Start of Given records

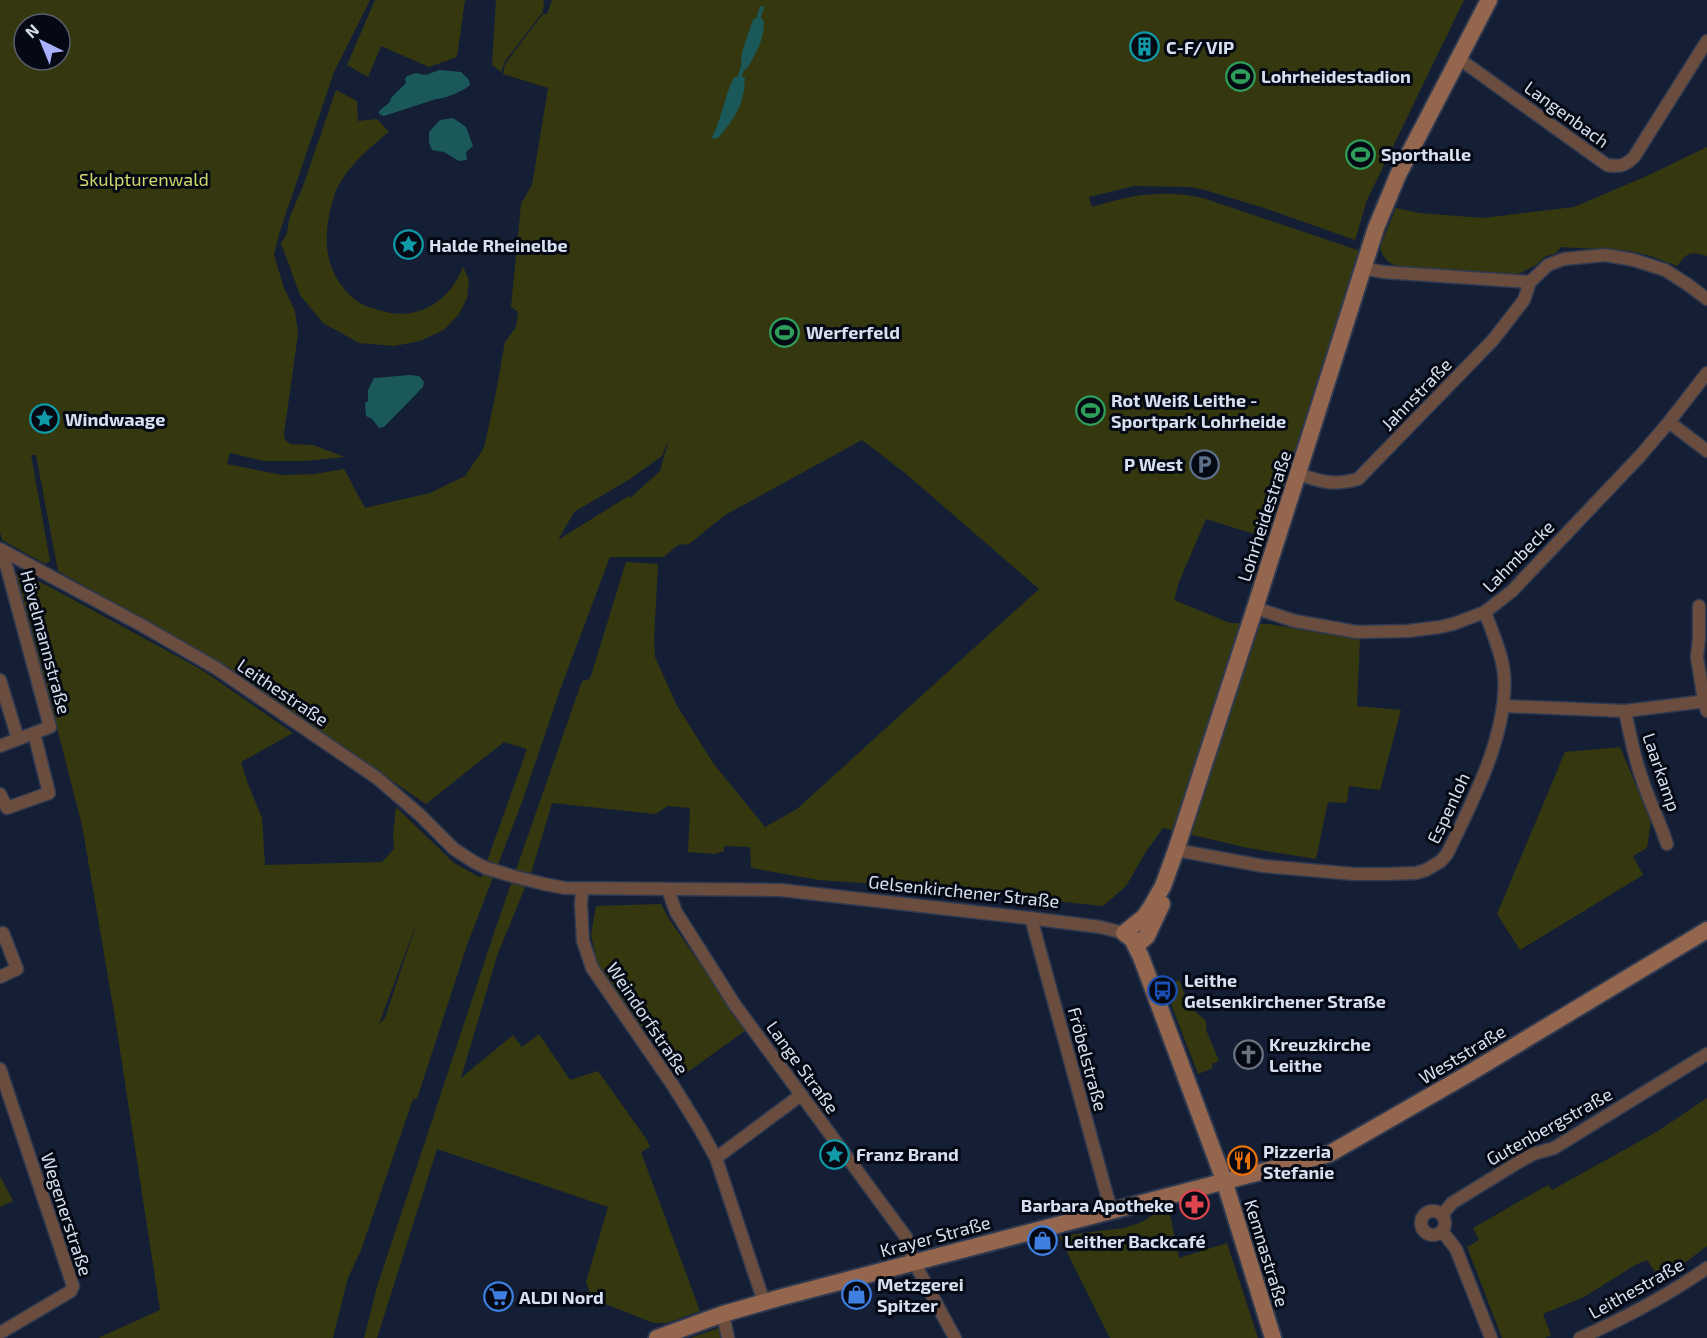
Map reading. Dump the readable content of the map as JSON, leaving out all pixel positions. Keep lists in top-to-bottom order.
{
  "streets": {
    "street": [
      "Langenbach",
      "Jahnstraße",
      "Lohrheidestraße",
      "Lahmbecke",
      "Hövelmannstraße",
      "Leithestraße",
      "Laarkamp",
      "Espenloh",
      "Gelsenkirchener Straße",
      "Weindorfstraße",
      "Weststraße",
      "Fröbelstraße",
      "Lange Straße",
      "Gutenbergstraße",
      "Wegenerstraße",
      "Krayer Straße",
      "Kemnastraße"
    ]
  },
  "crossings": [
    ["Langenbach", "Lohrheidestraße"],
    ["Jahnstraße", "Lohrheidestraße"],
    ["Lohrheidestraße", "Lahmbecke"],
    ["Lohrheidestraße", "Espenloh"],
    ["Lohrheidestraße", "Gelsenkirchener Straße"],
    ["Lahmbecke", "Espenloh"],
    ["Hövelmannstraße", "Leithestraße"],
    ["Leithestraße", "Gelsenkirchener Straße"],
    ["Laarkamp", "Espenloh"],
    ["Gelsenkirchener Straße", "Weindorfstraße"],
    ["Gelsenkirchener Straße", "Fröbelstraße"],
    ["Gelsenkirchener Straße", "Lange Straße"],
    ["Weindorfstraße", "Krayer Straße"],
    ["Weststraße", "Krayer Straße"],
    ["Weststraße", "Kemnastraße"],
    ["Fröbelstraße", "Krayer Straße"],
    ["Lange Straße", "Krayer Straße"],
    ["Krayer Straße", "Kemnastraße"]
  ],
  "parks": ["Skulpturenwald"],
  "places": {
    "building": ["C-F/ VIP"],
    "sports": [
      "Lohrheidestadion",
      "Sporthalle",
      "Werferfeld",
      "Rot Weiß Leithe - Sportpark Lohrheide"
    ],
    "place": ["Halde Rheinelbe", "Windwaage", "Franz Brand"],
    "parking": ["P West"],
    "bus stop": ["Leithe Gelsenkirchener Straße"],
    "church": ["Kreuzkirche Leithe"],
    "restaurant": ["Pizzeria Stefanie"],
    "pharmacy": ["Barbara Apotheke"],
    "shop": ["Leither Backcafé", "Metzgerei Spitzer"],
    "supermarket": ["ALDI Nord"]
  },
  "north": "top left"
}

End of Given records

**Your task:** Restate the records above word for word, without the pictures.

**Result for this task:**
Map reading. Dump the readable content of the map as JSON, leaving out all pixel positions. Keep lists in top-to-bottom order.
{
  "streets": {
    "street": [
      "Langenbach",
      "Jahnstraße",
      "Lohrheidestraße",
      "Lahmbecke",
      "Hövelmannstraße",
      "Leithestraße",
      "Laarkamp",
      "Espenloh",
      "Gelsenkirchener Straße",
      "Weindorfstraße",
      "Weststraße",
      "Fröbelstraße",
      "Lange Straße",
      "Gutenbergstraße",
      "Wegenerstraße",
      "Krayer Straße",
      "Kemnastraße"
    ]
  },
  "crossings": [
    ["Langenbach", "Lohrheidestraße"],
    ["Jahnstraße", "Lohrheidestraße"],
    ["Lohrheidestraße", "Lahmbecke"],
    ["Lohrheidestraße", "Espenloh"],
    ["Lohrheidestraße", "Gelsenkirchener Straße"],
    ["Lahmbecke", "Espenloh"],
    ["Hövelmannstraße", "Leithestraße"],
    ["Leithestraße", "Gelsenkirchener Straße"],
    ["Laarkamp", "Espenloh"],
    ["Gelsenkirchener Straße", "Weindorfstraße"],
    ["Gelsenkirchener Straße", "Fröbelstraße"],
    ["Gelsenkirchener Straße", "Lange Straße"],
    ["Weindorfstraße", "Krayer Straße"],
    ["Weststraße", "Krayer Straße"],
    ["Weststraße", "Kemnastraße"],
    ["Fröbelstraße", "Krayer Straße"],
    ["Lange Straße", "Krayer Straße"],
    ["Krayer Straße", "Kemnastraße"]
  ],
  "parks": ["Skulpturenwald"],
  "places": {
    "building": ["C-F/ VIP"],
    "sports": [
      "Lohrheidestadion",
      "Sporthalle",
      "Werferfeld",
      "Rot Weiß Leithe - Sportpark Lohrheide"
    ],
    "place": ["Halde Rheinelbe", "Windwaage", "Franz Brand"],
    "parking": ["P West"],
    "bus stop": ["Leithe Gelsenkirchener Straße"],
    "church": ["Kreuzkirche Leithe"],
    "restaurant": ["Pizzeria Stefanie"],
    "pharmacy": ["Barbara Apotheke"],
    "shop": ["Leither Backcafé", "Metzgerei Spitzer"],
    "supermarket": ["ALDI Nord"]
  },
  "north": "top left"
}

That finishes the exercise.